Ardant patriote à la foi indéfectible dans les valeurs de la République française, Pierre Mendès France n’a pourtant jamais dissimulé sa judéité. Et s’il l’avait fait, les antisémites se seraient fait un plaisir de le lui rappeler de manière ordurière. Dans un entretien qu’il a accordé à l’Arche en 1976, Pierre Mendès France a déclaré qu’il « reste intrigué et impressionné par le fait juif ». Il y voit une « sensation », « une sensibilité » « et donc une réalité » même si, à travers son expérience personnelle, il penche plutôt pour l’analyse sartrienne selon laquelle le Juif se découvre comme tel dans le regard de l’antisémite.

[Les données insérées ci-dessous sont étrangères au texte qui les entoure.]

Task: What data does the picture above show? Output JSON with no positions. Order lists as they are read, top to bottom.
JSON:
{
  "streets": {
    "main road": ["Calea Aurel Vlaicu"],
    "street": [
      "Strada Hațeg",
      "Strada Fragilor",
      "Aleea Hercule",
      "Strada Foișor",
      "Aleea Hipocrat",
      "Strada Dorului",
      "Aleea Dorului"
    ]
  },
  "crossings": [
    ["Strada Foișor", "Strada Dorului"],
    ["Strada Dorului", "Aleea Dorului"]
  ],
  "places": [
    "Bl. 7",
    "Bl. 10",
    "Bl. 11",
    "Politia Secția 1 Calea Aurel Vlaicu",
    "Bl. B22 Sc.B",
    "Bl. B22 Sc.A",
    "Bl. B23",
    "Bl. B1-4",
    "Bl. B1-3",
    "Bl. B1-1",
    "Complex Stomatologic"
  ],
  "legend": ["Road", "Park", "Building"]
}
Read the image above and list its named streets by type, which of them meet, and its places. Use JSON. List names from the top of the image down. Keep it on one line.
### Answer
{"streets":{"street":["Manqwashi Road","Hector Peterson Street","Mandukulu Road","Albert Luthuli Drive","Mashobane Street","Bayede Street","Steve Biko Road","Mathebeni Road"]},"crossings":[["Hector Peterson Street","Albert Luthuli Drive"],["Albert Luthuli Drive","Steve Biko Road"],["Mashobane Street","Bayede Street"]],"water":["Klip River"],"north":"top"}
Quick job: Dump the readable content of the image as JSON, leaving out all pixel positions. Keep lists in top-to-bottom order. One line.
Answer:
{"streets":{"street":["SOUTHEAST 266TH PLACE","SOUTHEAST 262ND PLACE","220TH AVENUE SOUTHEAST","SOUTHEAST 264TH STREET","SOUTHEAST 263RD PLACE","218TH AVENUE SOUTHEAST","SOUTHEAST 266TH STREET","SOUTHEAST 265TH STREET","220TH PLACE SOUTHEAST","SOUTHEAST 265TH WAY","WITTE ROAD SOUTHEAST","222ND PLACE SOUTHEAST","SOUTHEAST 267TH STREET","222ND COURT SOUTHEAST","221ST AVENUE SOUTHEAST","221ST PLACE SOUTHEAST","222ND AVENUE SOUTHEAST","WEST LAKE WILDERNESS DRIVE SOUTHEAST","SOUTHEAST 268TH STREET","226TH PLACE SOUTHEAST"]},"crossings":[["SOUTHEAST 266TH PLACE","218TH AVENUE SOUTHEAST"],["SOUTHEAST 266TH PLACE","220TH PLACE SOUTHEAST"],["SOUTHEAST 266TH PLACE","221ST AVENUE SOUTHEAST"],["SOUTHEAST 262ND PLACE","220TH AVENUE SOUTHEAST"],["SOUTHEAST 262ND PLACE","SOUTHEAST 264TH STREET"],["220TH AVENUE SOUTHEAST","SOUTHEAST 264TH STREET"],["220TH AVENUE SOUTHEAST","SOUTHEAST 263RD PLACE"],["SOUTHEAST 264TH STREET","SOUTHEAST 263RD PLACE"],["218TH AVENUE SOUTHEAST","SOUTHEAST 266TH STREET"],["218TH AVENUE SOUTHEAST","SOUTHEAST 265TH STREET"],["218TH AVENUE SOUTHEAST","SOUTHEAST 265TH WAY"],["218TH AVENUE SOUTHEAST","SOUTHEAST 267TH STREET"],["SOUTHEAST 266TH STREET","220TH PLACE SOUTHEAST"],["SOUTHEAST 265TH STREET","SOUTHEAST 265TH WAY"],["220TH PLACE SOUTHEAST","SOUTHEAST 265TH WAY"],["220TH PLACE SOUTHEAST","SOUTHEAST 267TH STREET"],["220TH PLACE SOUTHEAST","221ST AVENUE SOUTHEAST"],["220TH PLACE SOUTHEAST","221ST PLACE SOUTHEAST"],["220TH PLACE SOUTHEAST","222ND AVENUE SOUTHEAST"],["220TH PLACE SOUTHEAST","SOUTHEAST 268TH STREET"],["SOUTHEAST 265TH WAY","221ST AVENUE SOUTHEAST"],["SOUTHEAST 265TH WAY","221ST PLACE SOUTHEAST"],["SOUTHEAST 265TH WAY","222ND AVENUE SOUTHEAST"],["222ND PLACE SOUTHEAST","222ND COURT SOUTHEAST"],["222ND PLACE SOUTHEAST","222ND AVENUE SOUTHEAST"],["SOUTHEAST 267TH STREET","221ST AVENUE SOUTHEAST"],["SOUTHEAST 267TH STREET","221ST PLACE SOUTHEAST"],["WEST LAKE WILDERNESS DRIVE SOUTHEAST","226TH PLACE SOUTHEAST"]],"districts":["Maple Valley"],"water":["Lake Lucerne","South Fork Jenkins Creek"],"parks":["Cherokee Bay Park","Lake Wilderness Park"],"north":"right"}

Son rapport à Israël n’aurait pas non plus manqué de susciter aujourd’hui des tensions à cause de l’antisionisme dont fait preuve la gauche radicale. Pierre Mendès France a toujours vu dans l’Etat d’Israël une formidable illustration de la volonté et la détermination en politique. Allié solide (il a contribué à l’intensification de la coopération secrète franco-israélienne dans le domaine nucléaire) et lucide d’Israël, Pierre Mendès France est convaincu qu’Israël a le droit d’exister dans la paix et la sécurité. Cette conviction bien ancrée ne l’a jamais empêché de chercher à œuvrer pour la paix entre Israéliens et Palestiniens. En 1977, il a présidé à Paris aux rencontres secrètes entre le général israélien Matti Peled et le représentant de l’OLP Issam Sartawi. Le 3 juillet 1982, soit quelques mois avant sa mort, il s’est joint à Nahum Goldmann, ancien président du Congrès juif mondial et à Philip Klutznick, vice-président du Congrès juif mondial et Secrétaire d’Etat au trésor des Etats-Unis sous Jimmy Carter, pour publier en pleine guerre du Liban une tribune appelant les deux parties à une reconnaissance réciproque et à l’autodétermination du peuple palestinien.
Aujourd’hui, sa pensée doit encore inspirer tous les démocrates sincères et son exemple doit les guider dans leur action politique : parier sur l’intelligence et la raison, ne pas se cramponner aux dogmes et ne jamais considérer que la fin justifie les moyens.